Task material
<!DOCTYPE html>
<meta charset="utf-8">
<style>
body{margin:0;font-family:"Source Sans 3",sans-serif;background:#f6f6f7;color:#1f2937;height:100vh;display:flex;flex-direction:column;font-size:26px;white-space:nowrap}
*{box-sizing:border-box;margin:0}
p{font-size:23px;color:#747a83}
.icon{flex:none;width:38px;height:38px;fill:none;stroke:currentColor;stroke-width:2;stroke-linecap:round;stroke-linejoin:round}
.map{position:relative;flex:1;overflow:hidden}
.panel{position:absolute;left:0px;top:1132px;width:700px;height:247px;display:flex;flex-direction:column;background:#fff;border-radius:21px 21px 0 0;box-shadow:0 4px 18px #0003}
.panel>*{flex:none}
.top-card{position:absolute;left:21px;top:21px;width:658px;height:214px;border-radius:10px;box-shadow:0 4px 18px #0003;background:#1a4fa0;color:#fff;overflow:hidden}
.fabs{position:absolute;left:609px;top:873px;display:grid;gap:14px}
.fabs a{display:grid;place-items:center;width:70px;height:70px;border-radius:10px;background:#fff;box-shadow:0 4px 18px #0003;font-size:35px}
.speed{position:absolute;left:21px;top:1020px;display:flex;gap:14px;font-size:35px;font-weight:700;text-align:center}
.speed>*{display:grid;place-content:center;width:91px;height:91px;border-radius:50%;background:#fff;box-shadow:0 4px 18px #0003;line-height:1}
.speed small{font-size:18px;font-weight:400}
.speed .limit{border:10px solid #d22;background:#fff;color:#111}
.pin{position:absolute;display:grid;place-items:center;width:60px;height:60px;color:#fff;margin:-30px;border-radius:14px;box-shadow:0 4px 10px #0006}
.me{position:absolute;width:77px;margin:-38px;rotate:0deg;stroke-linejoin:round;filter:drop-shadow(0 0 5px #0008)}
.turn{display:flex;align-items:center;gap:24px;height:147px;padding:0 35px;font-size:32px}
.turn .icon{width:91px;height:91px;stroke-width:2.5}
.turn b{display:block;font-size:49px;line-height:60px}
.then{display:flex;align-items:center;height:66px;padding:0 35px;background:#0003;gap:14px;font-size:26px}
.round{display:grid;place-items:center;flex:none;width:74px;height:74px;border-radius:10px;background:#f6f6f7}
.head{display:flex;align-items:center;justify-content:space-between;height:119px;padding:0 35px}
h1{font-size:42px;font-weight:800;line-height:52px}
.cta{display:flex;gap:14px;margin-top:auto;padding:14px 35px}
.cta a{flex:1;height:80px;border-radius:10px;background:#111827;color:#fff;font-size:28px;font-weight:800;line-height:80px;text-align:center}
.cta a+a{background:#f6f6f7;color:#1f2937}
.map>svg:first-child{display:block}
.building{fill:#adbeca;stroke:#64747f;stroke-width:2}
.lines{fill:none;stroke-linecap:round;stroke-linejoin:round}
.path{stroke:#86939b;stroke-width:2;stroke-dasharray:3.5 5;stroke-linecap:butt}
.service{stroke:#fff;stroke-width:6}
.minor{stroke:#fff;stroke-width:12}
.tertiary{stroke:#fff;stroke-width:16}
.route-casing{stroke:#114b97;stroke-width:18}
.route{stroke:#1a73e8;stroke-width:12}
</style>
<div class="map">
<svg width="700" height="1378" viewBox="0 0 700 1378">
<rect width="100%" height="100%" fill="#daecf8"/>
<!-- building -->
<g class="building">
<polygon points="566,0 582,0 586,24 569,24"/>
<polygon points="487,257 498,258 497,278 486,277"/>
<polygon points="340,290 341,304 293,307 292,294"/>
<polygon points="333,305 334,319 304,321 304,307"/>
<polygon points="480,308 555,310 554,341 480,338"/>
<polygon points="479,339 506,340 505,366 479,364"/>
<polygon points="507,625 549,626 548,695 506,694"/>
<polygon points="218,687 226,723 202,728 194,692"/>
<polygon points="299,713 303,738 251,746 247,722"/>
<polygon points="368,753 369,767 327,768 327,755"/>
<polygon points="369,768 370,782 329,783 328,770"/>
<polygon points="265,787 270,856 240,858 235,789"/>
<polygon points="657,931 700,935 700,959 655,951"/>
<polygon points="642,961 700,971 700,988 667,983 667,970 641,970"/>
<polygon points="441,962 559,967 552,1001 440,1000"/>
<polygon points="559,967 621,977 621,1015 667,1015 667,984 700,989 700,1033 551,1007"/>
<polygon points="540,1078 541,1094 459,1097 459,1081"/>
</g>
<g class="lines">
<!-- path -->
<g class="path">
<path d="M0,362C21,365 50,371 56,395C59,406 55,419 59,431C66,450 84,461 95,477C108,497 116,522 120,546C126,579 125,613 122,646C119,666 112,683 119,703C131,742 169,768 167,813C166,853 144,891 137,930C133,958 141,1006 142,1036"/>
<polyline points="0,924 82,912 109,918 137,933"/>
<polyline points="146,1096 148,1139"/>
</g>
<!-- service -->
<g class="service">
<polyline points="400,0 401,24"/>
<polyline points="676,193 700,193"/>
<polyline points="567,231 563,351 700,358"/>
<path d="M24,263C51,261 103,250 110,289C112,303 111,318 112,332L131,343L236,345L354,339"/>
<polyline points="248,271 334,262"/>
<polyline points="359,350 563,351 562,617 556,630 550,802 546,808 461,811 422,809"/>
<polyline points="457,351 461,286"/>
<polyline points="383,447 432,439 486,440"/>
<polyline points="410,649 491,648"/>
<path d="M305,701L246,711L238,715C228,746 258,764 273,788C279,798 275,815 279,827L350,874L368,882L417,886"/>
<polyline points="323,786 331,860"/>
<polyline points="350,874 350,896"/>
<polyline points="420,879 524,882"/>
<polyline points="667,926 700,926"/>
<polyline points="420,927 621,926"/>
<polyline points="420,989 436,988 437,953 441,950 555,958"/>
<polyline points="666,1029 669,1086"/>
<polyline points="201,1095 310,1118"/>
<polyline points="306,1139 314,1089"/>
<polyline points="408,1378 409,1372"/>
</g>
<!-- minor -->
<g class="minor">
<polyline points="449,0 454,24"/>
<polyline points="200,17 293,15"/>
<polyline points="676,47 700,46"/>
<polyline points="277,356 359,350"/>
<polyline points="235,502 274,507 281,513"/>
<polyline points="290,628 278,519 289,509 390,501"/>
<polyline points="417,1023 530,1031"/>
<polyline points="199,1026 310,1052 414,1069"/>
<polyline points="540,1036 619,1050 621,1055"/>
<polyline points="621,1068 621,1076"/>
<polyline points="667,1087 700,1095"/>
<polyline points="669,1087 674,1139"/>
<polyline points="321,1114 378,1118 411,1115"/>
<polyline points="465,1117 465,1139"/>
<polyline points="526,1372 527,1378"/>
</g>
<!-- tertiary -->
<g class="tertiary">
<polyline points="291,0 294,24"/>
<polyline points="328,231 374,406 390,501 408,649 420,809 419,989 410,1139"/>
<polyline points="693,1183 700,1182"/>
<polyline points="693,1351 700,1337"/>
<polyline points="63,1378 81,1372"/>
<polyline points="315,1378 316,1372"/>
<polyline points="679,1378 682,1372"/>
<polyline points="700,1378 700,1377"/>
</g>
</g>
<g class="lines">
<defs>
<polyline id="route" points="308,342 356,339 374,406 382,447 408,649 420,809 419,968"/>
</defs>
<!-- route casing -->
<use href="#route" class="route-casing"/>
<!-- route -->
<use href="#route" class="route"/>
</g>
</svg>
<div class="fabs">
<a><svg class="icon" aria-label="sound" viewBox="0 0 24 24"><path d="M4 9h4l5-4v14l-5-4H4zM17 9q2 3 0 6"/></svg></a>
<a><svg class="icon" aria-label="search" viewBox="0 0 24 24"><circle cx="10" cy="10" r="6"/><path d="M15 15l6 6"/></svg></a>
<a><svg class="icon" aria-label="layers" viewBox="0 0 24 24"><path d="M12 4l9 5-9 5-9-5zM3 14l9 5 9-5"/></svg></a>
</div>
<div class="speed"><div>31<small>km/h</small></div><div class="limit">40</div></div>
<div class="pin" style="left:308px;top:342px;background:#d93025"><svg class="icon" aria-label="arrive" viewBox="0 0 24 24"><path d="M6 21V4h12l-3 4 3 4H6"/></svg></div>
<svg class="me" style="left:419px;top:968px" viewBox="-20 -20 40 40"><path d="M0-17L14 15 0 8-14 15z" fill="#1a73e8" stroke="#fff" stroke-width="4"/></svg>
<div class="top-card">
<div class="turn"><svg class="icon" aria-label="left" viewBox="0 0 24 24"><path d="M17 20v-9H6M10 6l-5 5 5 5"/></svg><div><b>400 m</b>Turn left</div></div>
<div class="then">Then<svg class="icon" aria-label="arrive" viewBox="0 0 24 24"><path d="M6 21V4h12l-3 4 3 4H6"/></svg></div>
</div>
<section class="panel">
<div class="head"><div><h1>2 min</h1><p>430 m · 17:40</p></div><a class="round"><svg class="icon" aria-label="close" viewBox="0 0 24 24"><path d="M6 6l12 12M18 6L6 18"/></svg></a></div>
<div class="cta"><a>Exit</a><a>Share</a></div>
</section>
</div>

==

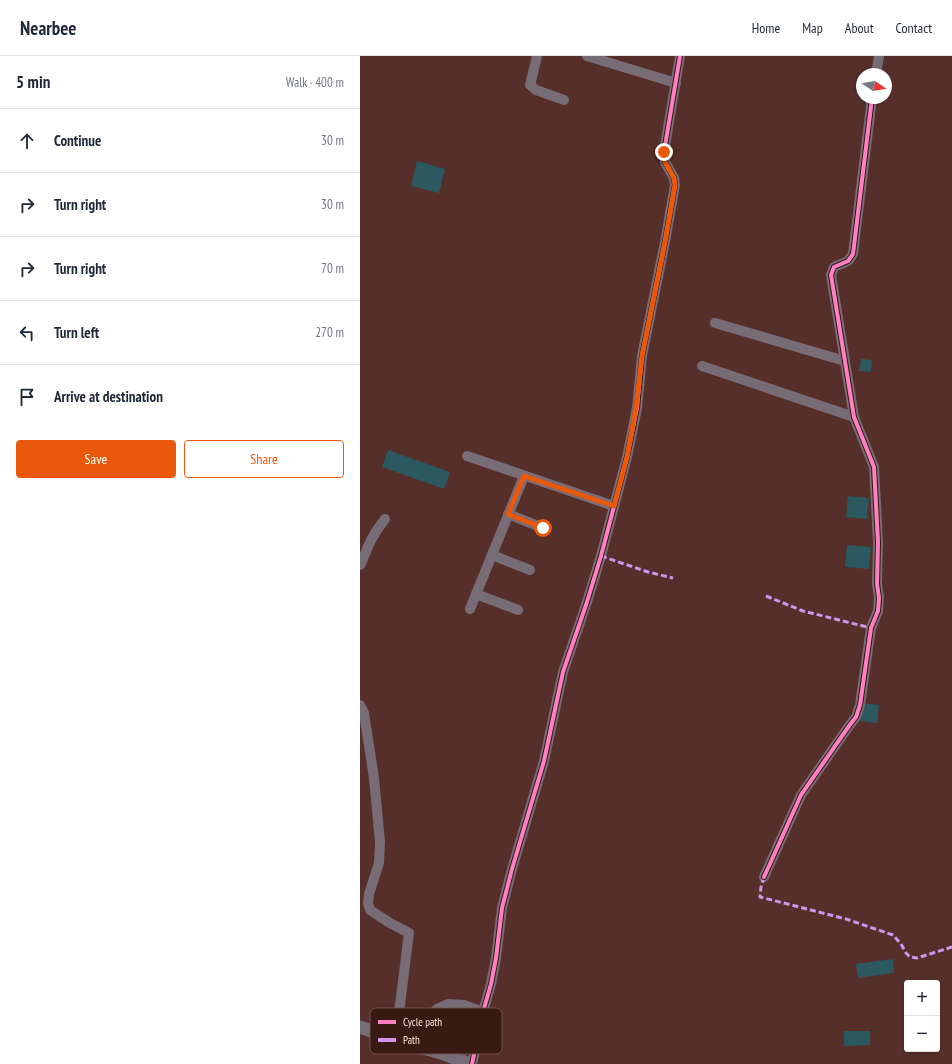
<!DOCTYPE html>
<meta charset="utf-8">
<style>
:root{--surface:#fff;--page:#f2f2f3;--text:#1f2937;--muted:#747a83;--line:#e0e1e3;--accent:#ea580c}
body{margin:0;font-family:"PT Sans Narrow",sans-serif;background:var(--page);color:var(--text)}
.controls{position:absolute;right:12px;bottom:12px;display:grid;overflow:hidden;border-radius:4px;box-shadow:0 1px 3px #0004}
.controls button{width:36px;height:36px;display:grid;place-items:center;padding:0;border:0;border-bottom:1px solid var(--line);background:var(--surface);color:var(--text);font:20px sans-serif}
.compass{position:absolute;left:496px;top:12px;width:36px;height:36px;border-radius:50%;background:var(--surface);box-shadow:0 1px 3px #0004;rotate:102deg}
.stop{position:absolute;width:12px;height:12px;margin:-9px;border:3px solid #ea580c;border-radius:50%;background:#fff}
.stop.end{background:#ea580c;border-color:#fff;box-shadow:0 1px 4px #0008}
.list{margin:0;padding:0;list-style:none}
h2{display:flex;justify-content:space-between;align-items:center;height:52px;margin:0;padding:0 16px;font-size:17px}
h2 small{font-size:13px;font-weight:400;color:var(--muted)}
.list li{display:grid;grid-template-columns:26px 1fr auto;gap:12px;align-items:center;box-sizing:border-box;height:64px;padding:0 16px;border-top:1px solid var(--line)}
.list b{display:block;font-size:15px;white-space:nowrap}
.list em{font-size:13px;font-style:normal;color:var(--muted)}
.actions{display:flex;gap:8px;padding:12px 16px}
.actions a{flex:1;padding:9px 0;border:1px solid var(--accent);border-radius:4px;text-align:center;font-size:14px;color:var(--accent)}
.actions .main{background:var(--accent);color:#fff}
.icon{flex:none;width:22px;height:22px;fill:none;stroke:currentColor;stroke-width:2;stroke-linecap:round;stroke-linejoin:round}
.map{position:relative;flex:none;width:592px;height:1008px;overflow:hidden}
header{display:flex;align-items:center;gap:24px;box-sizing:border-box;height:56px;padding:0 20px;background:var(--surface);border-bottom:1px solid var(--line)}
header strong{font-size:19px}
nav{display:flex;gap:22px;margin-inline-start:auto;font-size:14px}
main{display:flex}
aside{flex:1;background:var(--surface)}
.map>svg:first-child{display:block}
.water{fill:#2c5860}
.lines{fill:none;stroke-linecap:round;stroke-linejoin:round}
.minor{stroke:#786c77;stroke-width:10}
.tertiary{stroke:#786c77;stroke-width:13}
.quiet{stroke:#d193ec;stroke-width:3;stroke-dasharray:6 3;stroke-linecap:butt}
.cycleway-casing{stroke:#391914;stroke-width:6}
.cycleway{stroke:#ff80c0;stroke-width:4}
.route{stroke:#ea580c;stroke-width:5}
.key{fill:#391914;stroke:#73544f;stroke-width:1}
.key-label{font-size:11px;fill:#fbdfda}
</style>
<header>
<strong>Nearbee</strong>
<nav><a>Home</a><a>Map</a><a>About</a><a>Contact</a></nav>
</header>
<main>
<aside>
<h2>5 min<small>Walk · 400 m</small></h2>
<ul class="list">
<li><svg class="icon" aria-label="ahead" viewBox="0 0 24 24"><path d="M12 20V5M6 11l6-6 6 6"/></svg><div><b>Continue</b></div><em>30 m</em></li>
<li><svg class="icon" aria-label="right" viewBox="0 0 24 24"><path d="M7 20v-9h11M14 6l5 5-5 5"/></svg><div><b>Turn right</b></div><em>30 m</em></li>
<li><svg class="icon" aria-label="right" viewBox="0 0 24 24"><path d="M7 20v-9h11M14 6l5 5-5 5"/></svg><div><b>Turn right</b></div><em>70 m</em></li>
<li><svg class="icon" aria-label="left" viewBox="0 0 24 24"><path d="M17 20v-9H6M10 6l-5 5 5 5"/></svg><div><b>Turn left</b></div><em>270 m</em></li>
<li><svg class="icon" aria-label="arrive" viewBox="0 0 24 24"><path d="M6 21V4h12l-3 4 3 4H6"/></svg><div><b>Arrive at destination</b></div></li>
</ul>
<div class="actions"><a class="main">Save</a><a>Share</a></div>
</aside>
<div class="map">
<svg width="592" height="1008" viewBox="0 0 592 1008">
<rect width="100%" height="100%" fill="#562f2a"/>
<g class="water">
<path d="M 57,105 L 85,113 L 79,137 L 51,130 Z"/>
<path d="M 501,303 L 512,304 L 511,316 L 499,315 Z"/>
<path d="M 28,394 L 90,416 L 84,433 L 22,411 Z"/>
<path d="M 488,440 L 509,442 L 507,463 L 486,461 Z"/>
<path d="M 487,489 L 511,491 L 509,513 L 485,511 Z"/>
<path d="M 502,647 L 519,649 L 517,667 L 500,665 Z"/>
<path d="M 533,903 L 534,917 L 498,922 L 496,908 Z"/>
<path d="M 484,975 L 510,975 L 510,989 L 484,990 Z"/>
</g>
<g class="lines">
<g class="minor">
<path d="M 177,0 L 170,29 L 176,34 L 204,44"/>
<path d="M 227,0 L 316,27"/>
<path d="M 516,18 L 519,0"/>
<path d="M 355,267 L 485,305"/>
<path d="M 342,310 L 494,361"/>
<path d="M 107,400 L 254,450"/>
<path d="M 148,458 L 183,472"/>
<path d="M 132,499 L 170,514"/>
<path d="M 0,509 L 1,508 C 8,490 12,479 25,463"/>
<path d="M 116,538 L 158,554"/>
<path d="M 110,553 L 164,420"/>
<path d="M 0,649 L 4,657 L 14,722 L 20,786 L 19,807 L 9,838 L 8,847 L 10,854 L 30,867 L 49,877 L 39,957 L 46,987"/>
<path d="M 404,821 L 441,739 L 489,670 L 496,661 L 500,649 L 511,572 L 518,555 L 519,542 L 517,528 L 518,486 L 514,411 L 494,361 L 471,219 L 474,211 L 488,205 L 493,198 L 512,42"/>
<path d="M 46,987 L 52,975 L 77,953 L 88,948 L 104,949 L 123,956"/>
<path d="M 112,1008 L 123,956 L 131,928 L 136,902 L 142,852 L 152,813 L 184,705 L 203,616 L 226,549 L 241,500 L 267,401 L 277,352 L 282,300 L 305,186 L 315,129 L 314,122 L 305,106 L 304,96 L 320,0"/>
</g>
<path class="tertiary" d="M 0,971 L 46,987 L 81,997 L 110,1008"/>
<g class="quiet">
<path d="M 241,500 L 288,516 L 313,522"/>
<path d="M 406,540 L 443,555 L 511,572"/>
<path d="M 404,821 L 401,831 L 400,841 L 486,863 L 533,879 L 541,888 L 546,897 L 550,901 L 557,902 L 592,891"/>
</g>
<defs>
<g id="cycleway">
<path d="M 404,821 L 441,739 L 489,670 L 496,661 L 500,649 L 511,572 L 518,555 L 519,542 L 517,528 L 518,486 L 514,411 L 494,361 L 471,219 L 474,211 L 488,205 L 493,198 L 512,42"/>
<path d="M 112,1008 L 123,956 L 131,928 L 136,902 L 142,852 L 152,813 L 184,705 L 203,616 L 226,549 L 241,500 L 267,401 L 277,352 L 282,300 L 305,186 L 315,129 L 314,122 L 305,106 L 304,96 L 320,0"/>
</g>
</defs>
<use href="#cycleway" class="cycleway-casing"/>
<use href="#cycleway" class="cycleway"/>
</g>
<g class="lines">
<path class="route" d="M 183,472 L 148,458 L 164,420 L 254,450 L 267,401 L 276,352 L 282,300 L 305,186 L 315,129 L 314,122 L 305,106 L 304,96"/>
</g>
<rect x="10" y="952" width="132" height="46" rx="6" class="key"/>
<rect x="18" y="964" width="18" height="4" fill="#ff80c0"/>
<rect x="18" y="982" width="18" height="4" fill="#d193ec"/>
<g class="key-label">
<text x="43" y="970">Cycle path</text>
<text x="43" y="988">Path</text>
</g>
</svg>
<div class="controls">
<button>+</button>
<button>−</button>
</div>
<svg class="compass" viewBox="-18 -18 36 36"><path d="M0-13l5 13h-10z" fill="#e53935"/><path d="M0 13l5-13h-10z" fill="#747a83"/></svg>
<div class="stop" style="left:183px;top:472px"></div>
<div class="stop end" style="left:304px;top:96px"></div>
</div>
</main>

Your goal
In the data, how many lines hold the word "speed"? State that number alone.

Task solution
5